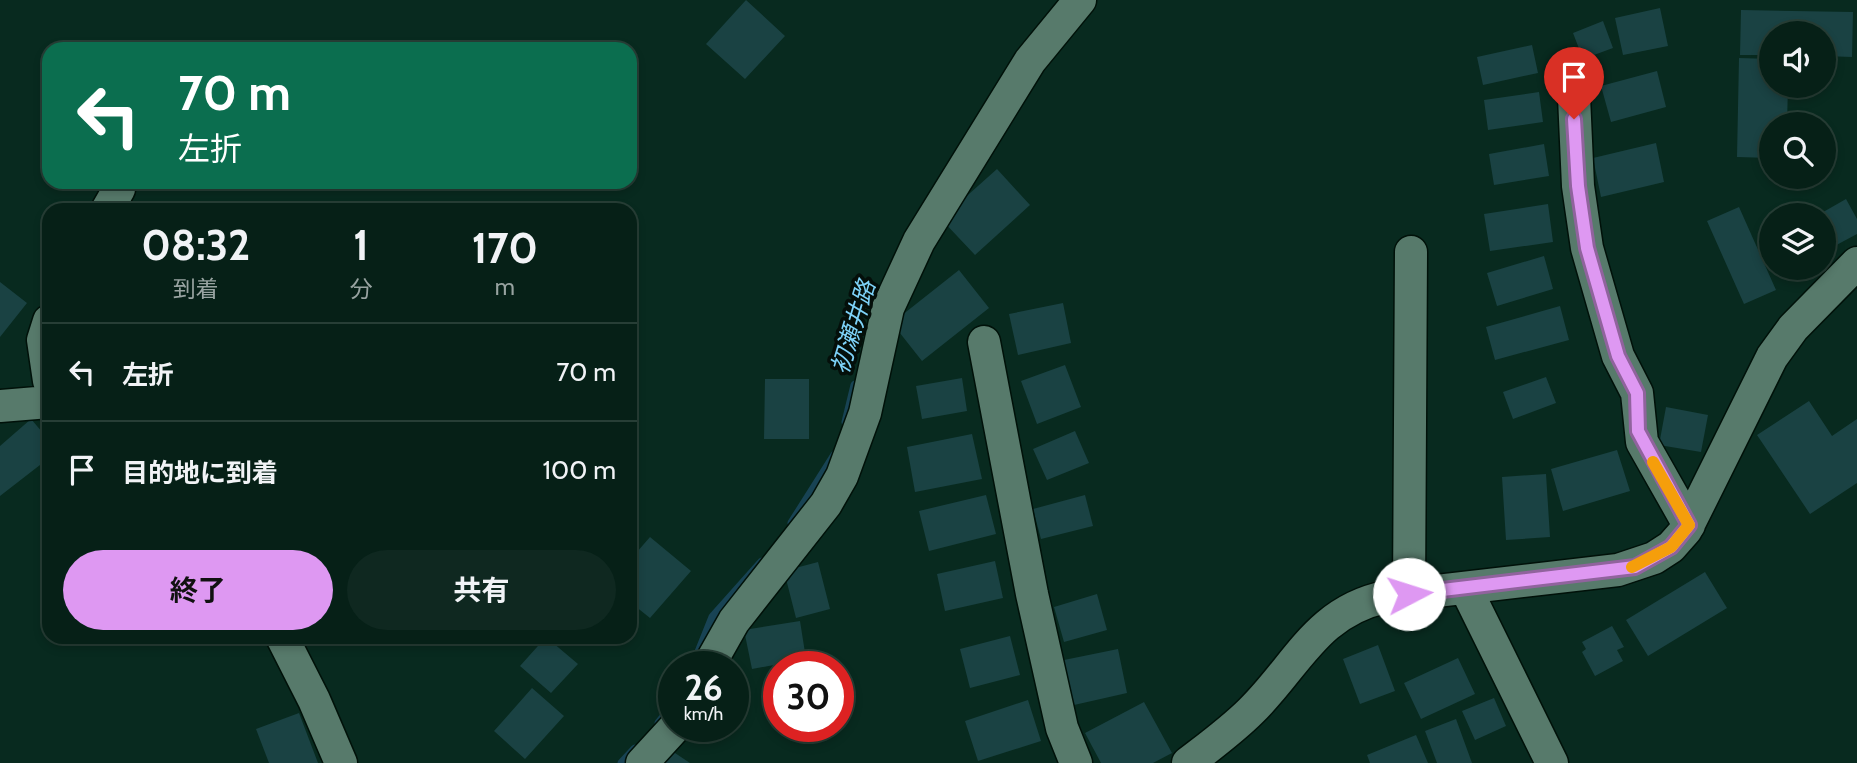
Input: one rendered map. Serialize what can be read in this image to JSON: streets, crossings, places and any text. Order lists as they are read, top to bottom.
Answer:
--
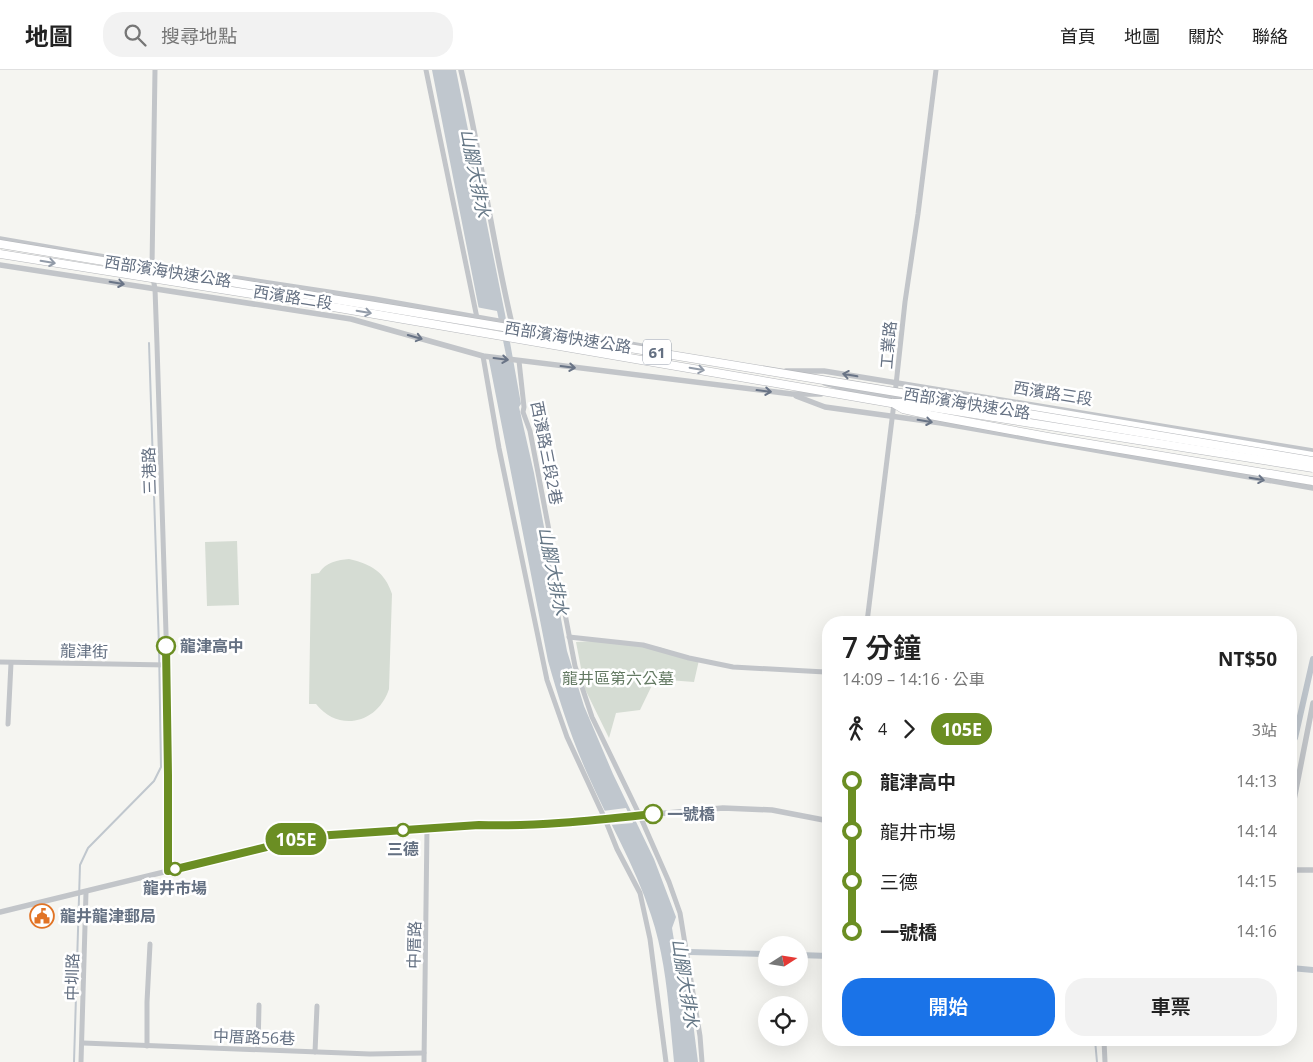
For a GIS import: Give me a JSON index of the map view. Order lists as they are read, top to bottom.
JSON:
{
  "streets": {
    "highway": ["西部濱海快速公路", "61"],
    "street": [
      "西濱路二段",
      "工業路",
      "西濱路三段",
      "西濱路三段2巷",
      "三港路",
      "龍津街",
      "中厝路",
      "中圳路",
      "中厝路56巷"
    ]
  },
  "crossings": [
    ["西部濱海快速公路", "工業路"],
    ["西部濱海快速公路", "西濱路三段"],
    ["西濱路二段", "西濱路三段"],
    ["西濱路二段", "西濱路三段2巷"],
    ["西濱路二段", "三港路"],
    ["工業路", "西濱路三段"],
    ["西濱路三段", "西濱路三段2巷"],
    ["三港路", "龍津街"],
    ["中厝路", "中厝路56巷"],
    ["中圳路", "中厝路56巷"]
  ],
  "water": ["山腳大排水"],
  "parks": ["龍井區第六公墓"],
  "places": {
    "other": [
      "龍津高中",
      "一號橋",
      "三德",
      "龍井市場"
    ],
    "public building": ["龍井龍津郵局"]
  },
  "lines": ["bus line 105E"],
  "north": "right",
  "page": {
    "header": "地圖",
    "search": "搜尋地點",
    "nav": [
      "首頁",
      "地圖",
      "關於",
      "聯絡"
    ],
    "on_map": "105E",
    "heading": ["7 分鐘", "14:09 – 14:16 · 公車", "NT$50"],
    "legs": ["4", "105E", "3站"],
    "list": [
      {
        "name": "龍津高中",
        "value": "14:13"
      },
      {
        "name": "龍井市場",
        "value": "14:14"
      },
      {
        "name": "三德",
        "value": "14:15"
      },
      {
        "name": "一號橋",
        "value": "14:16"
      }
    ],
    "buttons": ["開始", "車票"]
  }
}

WHAT YOU WILL DO:
Among the records above, find each line containing the string "read" and copy it.

ANSWER TO THE PROBLEM:
Input: one rendered map. Serialize what can be read in this image to JSON: streets, crossings, places and any text. Order lists as they are read, top to bottom.
For a GIS import: Give me a JSON index of the map view. Order lists as they are read, top to bottom.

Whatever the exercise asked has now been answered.